Major shake-up in Saudi monarchy
30 April 2015
In the biggest shake-up in Saudi Arabia in many decades, King Salman, who assumed power only three months ago on the death of King Abdullah, has fired the crown prince and the foreign minister, moving figures more closely tied to Washington into top positions.
The crisis atmosphere in ruling circles was expressed in the timing of the changes, announced in a communiqué issued at 4 a.m. local time in Riyadh, the capital city.
The 79-year-old king removed his 69-year-old half-brother, Prince Muqrin bin Abdulaziz, replacing him with his nephew, Deputy Crown Prince Mohammed bin Nayef, who is the interior minister and head of security for the regime. He will be the first member of the generation of grandsons of the Saudi kingdom’s, Abdulaziz ibn Saud, to be placed first in the line of succession to the throne.
Mohammed bin Nayef has emerged as the strongman of the regime, spearheading crackdowns on both Islamic fundamentalists opposed to the ruling family, and dissidents of every kind, from liberals to the Shiite minority to the vast immigrant workforce that performs most of the country’s labor.

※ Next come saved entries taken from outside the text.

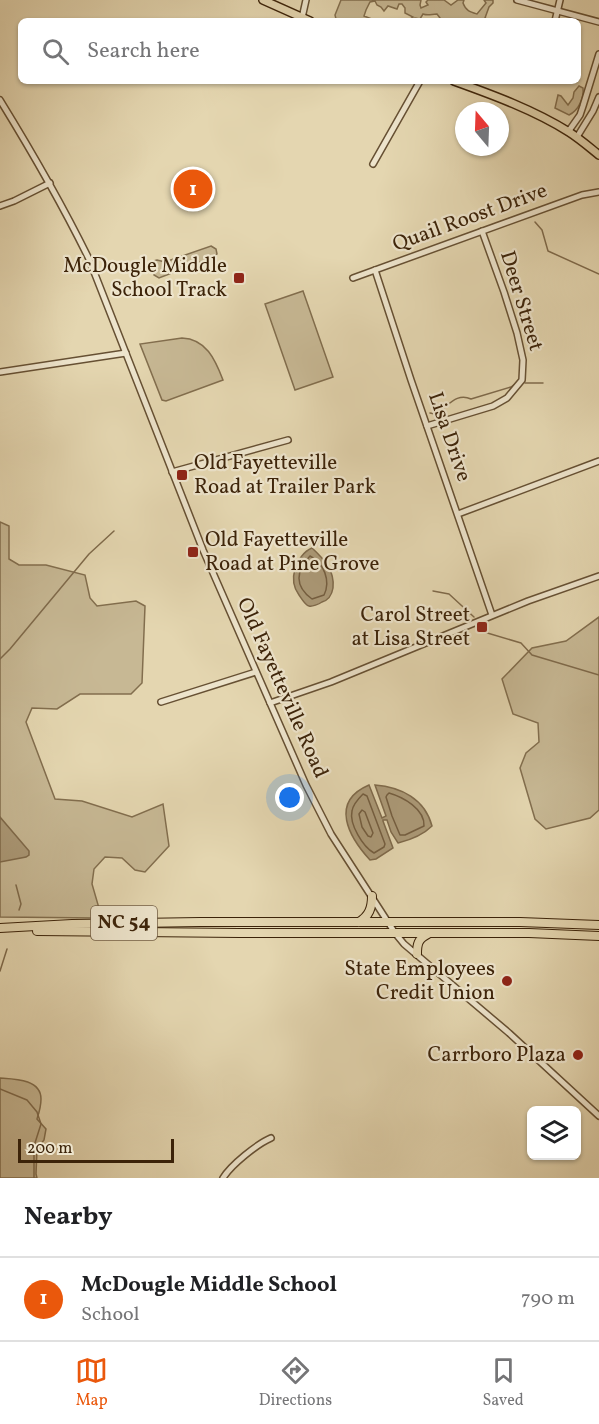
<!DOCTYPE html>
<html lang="en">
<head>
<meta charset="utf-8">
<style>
  :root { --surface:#fff; --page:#f6f6f6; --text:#202124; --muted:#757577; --line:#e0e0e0; --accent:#ea580c }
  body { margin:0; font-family:Vollkorn,serif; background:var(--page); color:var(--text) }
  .controls { position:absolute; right:18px; bottom:18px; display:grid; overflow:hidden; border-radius:9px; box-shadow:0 2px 4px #0004 }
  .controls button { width:54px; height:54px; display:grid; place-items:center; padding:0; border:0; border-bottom:2px solid var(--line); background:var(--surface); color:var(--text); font:30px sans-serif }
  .compass { position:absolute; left:455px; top:102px; width:54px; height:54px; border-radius:50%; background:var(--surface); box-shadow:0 2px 4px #0004; rotate:341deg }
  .scale { position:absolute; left:18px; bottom:15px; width:156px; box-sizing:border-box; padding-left:6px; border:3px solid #3c2309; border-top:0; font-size:16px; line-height:21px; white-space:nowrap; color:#3c2309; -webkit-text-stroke:4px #ede4cc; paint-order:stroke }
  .you { position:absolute; left:290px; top:798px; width:21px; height:21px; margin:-15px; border:4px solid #fff; border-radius:50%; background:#1a73e8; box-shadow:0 0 0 9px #1a73e833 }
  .badge { display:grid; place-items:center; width:39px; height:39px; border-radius:50%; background:var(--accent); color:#fff; font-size:20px; font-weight:700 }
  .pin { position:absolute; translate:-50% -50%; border:3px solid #fff; box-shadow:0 2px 6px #0006 }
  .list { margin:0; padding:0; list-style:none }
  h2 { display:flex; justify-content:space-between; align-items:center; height:78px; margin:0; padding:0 24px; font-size:26px }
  h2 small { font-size:20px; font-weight:400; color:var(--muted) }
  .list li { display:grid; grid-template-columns:39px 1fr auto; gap:18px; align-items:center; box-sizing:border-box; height:84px; padding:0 24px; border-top:2px solid var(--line) }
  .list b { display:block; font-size:22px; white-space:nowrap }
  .list p { margin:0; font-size:20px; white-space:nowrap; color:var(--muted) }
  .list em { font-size:20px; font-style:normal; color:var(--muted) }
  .icon { flex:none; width:33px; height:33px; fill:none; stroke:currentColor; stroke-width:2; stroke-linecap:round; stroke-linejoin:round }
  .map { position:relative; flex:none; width:599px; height:1178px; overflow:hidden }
  .search { position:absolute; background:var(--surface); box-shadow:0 2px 4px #0004; left:18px; right:18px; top:18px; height:66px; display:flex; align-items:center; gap:15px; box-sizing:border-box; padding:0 21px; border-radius:9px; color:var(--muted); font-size:22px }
  .sheet { height:162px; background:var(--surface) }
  nav { display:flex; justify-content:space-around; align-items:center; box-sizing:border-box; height:84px; border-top:2px solid var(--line); background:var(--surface); font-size:16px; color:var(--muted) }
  nav a { display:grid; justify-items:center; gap:3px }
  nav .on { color:var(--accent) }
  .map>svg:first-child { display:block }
  .green { fill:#c7b894; stroke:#826e4e; stroke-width:1.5 }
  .water { fill:#ab9977; stroke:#7f6a4b; stroke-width:1.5 }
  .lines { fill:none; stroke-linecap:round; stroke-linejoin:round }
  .shore { stroke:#745e40; stroke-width:1.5 }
  .stream { stroke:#7f6a4b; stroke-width:1.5 }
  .minor-casing { stroke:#665033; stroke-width:8 }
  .major-casing { stroke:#3c2309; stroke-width:10 }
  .highway-casing { stroke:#3c2309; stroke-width:10 }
  .minor { stroke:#ede4cc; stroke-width:5 }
  .major { stroke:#e4d6b0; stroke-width:7 }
  .highway { stroke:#e4d6b0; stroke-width:8 }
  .poi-dot { fill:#8f2418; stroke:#ede4cc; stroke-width:2 }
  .labels { text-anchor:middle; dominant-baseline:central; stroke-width:4.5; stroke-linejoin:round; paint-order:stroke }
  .shield { fill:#ede4cc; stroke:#715d44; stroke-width:1.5 }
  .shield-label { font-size:20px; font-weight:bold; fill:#3c2309 }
  .street-label { font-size:21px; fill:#3c2309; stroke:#ede4cc }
  .poi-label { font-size:21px; fill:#3c2309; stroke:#ede4cc; text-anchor:end }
</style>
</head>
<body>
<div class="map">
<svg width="599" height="1178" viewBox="0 0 599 1178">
  <rect width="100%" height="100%" fill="#e4d6b0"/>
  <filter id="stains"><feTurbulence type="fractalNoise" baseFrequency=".00333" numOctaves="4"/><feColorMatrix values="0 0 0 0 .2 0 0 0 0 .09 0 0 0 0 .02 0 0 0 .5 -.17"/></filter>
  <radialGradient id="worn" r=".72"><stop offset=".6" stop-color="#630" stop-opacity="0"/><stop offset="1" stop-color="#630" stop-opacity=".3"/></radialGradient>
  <g class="green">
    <path d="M341,0H421L420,5L421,8L428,5L426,2L428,0H444L451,5L458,0H464L463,3C466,11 470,12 477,14L486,3L484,0H493V3L489,7L485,18L490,21H439L440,18L437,14C432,14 428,16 423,14L420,19L415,18L412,21H407L413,17L405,13V8L402,4H399L397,9L388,6L384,11L381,7L377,5L375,1L370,2L366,10L364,16L372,19L373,21H339L336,19L335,15Z"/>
    <path d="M579,86L583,88C584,98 579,110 569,115L555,108L558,95L561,96L568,105L573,98L574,92Z"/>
    <polygon points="211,246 216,249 217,254 211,258 159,278 154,275 152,266 153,261 157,260 165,262"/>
    <polygon points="303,291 333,377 295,390 265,304"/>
    <path d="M182,338C206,339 215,359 223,380L166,401L162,400L140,344Z"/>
    <polygon points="0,522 9,526 9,559 19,565 46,565 85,575 90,598 97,606 136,601 145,606 142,683 131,694 80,694 57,709 32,708 26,722 55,799 82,801 132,817 163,804 169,846 145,872 135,870 122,858 105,857 94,869 92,884 101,915 99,918 0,917"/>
    <polygon points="599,617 599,810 590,818 546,829 535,819 520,768 526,753 539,742 538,723 513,714 502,679 532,648 566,641"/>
    <path d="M0,1078C14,1079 41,1079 41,1099C41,1106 39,1113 37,1119L46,1129L44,1140L37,1149L36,1174L37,1178H0Z"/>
  </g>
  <g class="water">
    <path d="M312,548C324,559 335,571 333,588C332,594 329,600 322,602C319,604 312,607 309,606C305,605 302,599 299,595C293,587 292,579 295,569C297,561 304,551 312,548Z"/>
    <path d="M369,785L382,818L386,816L375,785C401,787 425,799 432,826C423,835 410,840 398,843L391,832L387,820H383V821L393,848L376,859L370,860C349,837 329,802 369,785Z"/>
    <polygon points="0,817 29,851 29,855 26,857 0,862"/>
  </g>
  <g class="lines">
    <g class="shore">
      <path d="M310,556C324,563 331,581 324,595L312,599C294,586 296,571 310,556Z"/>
      <path d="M389,793C403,797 425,809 424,826L405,835H400L392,816L386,797L387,795Z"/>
      <path d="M363,794L367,796L385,844L384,847L374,853C363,847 349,824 352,811C353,804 359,798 363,794Z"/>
      <polygon points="362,810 365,812 373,833 371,837 368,836 362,827 359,814"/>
    </g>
    <g class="stream">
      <polyline points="535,222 542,230 548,251 599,274"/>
      <polyline points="525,383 543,383"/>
      <path d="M430,413L435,414C448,407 456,392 471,399L511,387L515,384"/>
      <polyline points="433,591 449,594 474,617"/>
      <polyline points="478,625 484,632 521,643 532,655 599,675"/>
      <polyline points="0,659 10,649 89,554 114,531"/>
      <polyline points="16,885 21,904 19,910"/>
      <polyline points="0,971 7,949"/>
      <polyline points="0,1089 27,1100 37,1112 41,1124 34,1146 34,1178"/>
    </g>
    <g class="minor-casing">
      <g id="minor">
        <polyline points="517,0 599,22"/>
        <polyline points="302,18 306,0"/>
        <polyline points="555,21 560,0"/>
        <path d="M0,100C32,152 62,204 89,259L203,550L306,785L331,834L395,933L404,944L509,1033L599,1116"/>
        <polyline points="568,132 580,115 583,106 599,54"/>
        <polyline points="577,137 593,111 599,97"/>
        <polyline points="373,164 420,81"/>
        <polyline points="0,206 14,201 50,183"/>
        <polyline points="375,270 411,380 492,615"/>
        <polyline points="353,278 582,195 599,192"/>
        <polyline points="0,372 126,353"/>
        <polyline points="427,426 493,406 507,398 522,380 523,360 517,333 504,292 482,231"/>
        <polyline points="172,472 288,440"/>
        <polyline points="458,514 599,461"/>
        <polyline points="161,702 256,672"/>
        <polyline points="270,703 331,682 528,601 599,576"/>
        <path d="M223,1178C231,1165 257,1144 271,1138"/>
      </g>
    </g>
    <g class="major-casing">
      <g id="major">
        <polyline points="263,0 310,21"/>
        <path d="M454,81C493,95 534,110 569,132C580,139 589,147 599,155"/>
      </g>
    </g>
    <g class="highway-casing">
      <g id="highway">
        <path d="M359,922C369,916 372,908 372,896"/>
        <polyline points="0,928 72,924 200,922 520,922 599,925"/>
        <polyline points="37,931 239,933 529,933 599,936"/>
        <path d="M417,954C417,944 418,939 428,934"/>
      </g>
    </g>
    <use href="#minor" class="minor"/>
    <use href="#major" class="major"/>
    <use href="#highway" class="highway"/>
  </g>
  <g class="poi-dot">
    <rect x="233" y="272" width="12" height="12" rx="3"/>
    <rect x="176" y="469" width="12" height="12" rx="3"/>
    <rect x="187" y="546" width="12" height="12" rx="3"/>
    <rect x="476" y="621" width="12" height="12" rx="3"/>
    <circle cx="507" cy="981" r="6"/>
    <circle cx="578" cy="1055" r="6"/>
  </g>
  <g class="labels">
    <rect class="shield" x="91" y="906" width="66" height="34" rx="4.5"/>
    <g class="shield-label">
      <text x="124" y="923">NC 54</text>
    </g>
    <g class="street-label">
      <text transform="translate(470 218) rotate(-20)">Quail Roost Drive</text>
      <text transform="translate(521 301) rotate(73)">Deer Street</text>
      <text transform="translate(449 437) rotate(71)">Lisa Drive</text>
      <text transform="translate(282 688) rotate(66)">Old Fayetteville Road</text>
    </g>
    <g class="poi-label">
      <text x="227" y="266">McDougle Middle<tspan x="227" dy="24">School Track</tspan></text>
      <text x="194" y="463" text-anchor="start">Old Fayetteville<tspan x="194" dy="24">Road at Trailer Park</tspan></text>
      <text x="205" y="540" text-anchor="start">Old Fayetteville<tspan x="205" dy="24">Road at Pine Grove</tspan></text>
      <text x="470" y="615">Carol Street<tspan x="470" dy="24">at Lisa Street</tspan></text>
      <text x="495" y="969">State Employees<tspan x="495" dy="24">Credit Union</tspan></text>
      <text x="566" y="1055">Carrboro Plaza</text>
    </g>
  </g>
  <rect width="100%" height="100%" filter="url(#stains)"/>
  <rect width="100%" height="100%" fill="url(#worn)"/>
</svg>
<div class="controls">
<button><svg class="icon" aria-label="layers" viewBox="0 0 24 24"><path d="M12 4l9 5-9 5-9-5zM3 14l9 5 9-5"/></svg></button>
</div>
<svg class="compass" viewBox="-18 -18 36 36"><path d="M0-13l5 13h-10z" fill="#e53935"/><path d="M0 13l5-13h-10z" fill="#757577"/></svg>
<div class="scale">200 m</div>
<div class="you"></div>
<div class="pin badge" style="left:193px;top:189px">1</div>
<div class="search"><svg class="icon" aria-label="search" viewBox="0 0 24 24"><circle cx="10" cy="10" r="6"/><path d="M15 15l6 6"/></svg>Search here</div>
</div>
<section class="sheet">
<h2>Nearby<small></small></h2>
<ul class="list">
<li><span class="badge">1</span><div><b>McDougle Middle School</b><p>School</p></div><em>790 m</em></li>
</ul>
</section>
<nav>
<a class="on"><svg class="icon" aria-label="map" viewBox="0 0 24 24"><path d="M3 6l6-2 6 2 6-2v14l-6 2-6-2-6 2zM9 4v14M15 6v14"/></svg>Map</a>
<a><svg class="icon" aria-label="directions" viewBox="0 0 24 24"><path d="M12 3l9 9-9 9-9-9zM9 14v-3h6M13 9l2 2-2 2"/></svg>Directions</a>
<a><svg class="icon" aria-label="saved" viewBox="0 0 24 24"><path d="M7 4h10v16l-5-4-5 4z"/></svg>Saved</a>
</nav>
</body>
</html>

Perhaps more importantly, from the standpoint of the internecine struggle within the dynasty, the 55-year-old prince has no sons, making the position of deputy crown prince that much more important. Here Salman chose his own son, Mohammed bin Salman, who is only 34 years old, jumping him ahead of hundreds of more senior princes of his generation.
Mohammed bin Salman was named secretary of the royal court and the defense minister when his father succeeded to the throne in late January. In the latter position, he is responsible for both theaters of war in which Saudi armed forces are engaged: the bombing of Yemen, which could become a ground invasion; and the bombing of ISIS targets in Syria, where warplanes from Saudi Arabia and other Persian Gulf monarchies play a role in support of the predominately American military operation.
Press reports suggested that Prince Muqrin, who formerly headed Saudi intelligence operations, was removed at least in part because of opposition to the ongoing Saudi military campaign against Houthi rebels in Yemen.
King Salman also removed Foreign Minister Saud Al Faisal, a 75-year-old prince who has held the position for 40 years (he took office when Gerald Ford was president of the United States, Leonid Brezhnev headed the USSR, and Mao Zedong ruled China). His replacement is the Saudi ambassador to the United States, Adel al-Jubeir, 53, who is the first non-member of the royal family to hold the position since 1962.
The new occupants of the top offices, Mohammed bin Nayef as crown prince, Mohammed bin Salman as deputy crown prince, and Adel al-Jubeir as foreign minister, are all known for their close ties to US imperialism. The new crown prince is US-educated and has made frequent trips to Washington for consultations on counter-terrorism operations.
He is identified with a more aggressive and interventionist Saudi foreign policy throughout the Middle East, heavily backing the Egyptian military junta of General Sisi, and joining with it to demand the destruction of the Muslim Brotherhood, the conservative bourgeois party that ruled Egypt for one year before the 2013 military coup, whose offshoots play a significant role in many Arab countries.
The two princes will also retain their positions as interior minister and defense minister, respectively, further cementing the ties between King Salman’s wing of the royal family and the security forces. In a further effort to bolster the regime, the king ordered a bonus of one month’s salary paid to each member of the armed forces and the security police.
King Salman foreshadowed the latest changes immediately upon taking the throne in January, when he abolished more than a dozen advisory councils established by his predecessors and consolidated authority into two new councils. Prince Mohammed bin Nayef was named head of the Council of Political and Security Affairs, while Prince Mohammed bin Salman was named head of the Council of Economic and Development Affairs, effectively sharing top-level executive power within the kingdom.
The rapid elevation of the younger prince is tell-tale sign of the decay and crisis of the reactionary Saudi regime. Mohammed bin Salman is one of a handful of the 600 princes of his generation to be educated entirely within the country. He is variously reported to be between 27 and 35, and has no military experience, but heads an agency that was the third-largest purchaser of weapons in the world, behind only the United States and China.
The Saudi press has promoted him heavily as the leader and director of the current intervention in Yemen, a campaign of glorification that has set the stage for his elevation to second in line for the throne. It was Mohammed bin Salman who met Yemeni president Abdurabuh Mansur Hadi at the airport in Riyadh, when he came to seek continuing Saudi support after Houthi rebels forced him to flee the country.
As secretary of the royal court, as well as defense minister, the prince controls access to his 79-year-old father, King Salman, making him the focal point of palace intrigue. There is little doubt that he is also the focal point of animosity from the disfavored branches of the royal family, which have on more than one occasion resorted to violence to settle disputes over positions of power and control of the vast wealth of the oil-rich kingdom.